▸ **WORK REQUEST**
A verbatim copy of each record is required.

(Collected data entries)
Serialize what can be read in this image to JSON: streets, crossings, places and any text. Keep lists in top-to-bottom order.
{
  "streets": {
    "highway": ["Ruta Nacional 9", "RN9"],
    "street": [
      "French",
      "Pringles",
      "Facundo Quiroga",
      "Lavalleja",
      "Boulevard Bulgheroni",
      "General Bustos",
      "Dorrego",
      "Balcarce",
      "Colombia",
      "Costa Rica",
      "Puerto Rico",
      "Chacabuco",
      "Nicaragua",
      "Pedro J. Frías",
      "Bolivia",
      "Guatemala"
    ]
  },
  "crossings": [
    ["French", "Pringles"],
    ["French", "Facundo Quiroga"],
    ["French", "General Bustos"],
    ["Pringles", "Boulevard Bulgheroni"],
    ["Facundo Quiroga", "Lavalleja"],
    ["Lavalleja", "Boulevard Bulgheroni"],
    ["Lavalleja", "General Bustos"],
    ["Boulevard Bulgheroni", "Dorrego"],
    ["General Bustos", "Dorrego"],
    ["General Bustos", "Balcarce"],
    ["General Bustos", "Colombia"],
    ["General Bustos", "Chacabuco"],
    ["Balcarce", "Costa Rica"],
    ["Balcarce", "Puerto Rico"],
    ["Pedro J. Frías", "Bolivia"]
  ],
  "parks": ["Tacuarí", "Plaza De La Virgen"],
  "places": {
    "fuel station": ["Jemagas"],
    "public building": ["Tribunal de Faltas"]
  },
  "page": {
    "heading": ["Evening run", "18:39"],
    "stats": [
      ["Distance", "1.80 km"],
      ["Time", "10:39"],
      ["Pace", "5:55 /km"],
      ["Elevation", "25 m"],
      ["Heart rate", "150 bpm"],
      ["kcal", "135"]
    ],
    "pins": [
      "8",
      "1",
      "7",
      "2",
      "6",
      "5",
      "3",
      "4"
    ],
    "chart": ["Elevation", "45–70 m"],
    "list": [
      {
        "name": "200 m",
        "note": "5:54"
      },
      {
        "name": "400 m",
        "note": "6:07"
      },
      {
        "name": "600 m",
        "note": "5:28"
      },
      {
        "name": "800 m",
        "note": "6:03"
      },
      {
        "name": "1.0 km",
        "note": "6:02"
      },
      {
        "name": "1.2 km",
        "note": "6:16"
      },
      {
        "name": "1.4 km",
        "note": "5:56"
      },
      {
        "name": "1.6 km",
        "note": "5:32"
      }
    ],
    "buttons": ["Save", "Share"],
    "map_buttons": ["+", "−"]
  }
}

▸ **SOLUTION TO THIS TASK**
Serialize what can be read in this image to JSON: streets, crossings, places and any text. Keep lists in top-to-bottom order.
{
  "streets": {
    "highway": ["Ruta Nacional 9", "RN9"],
    "street": [
      "French",
      "Pringles",
      "Facundo Quiroga",
      "Lavalleja",
      "Boulevard Bulgheroni",
      "General Bustos",
      "Dorrego",
      "Balcarce",
      "Colombia",
      "Costa Rica",
      "Puerto Rico",
      "Chacabuco",
      "Nicaragua",
      "Pedro J. Frías",
      "Bolivia",
      "Guatemala"
    ]
  },
  "crossings": [
    ["French", "Pringles"],
    ["French", "Facundo Quiroga"],
    ["French", "General Bustos"],
    ["Pringles", "Boulevard Bulgheroni"],
    ["Facundo Quiroga", "Lavalleja"],
    ["Lavalleja", "Boulevard Bulgheroni"],
    ["Lavalleja", "General Bustos"],
    ["Boulevard Bulgheroni", "Dorrego"],
    ["General Bustos", "Dorrego"],
    ["General Bustos", "Balcarce"],
    ["General Bustos", "Colombia"],
    ["General Bustos", "Chacabuco"],
    ["Balcarce", "Costa Rica"],
    ["Balcarce", "Puerto Rico"],
    ["Pedro J. Frías", "Bolivia"]
  ],
  "parks": ["Tacuarí", "Plaza De La Virgen"],
  "places": {
    "fuel station": ["Jemagas"],
    "public building": ["Tribunal de Faltas"]
  },
  "page": {
    "heading": ["Evening run", "18:39"],
    "stats": [
      ["Distance", "1.80 km"],
      ["Time", "10:39"],
      ["Pace", "5:55 /km"],
      ["Elevation", "25 m"],
      ["Heart rate", "150 bpm"],
      ["kcal", "135"]
    ],
    "pins": [
      "8",
      "1",
      "7",
      "2",
      "6",
      "5",
      "3",
      "4"
    ],
    "chart": ["Elevation", "45–70 m"],
    "list": [
      {
        "name": "200 m",
        "note": "5:54"
      },
      {
        "name": "400 m",
        "note": "6:07"
      },
      {
        "name": "600 m",
        "note": "5:28"
      },
      {
        "name": "800 m",
        "note": "6:03"
      },
      {
        "name": "1.0 km",
        "note": "6:02"
      },
      {
        "name": "1.2 km",
        "note": "6:16"
      },
      {
        "name": "1.4 km",
        "note": "5:56"
      },
      {
        "name": "1.6 km",
        "note": "5:32"
      }
    ],
    "buttons": ["Save", "Share"],
    "map_buttons": ["+", "−"]
  }
}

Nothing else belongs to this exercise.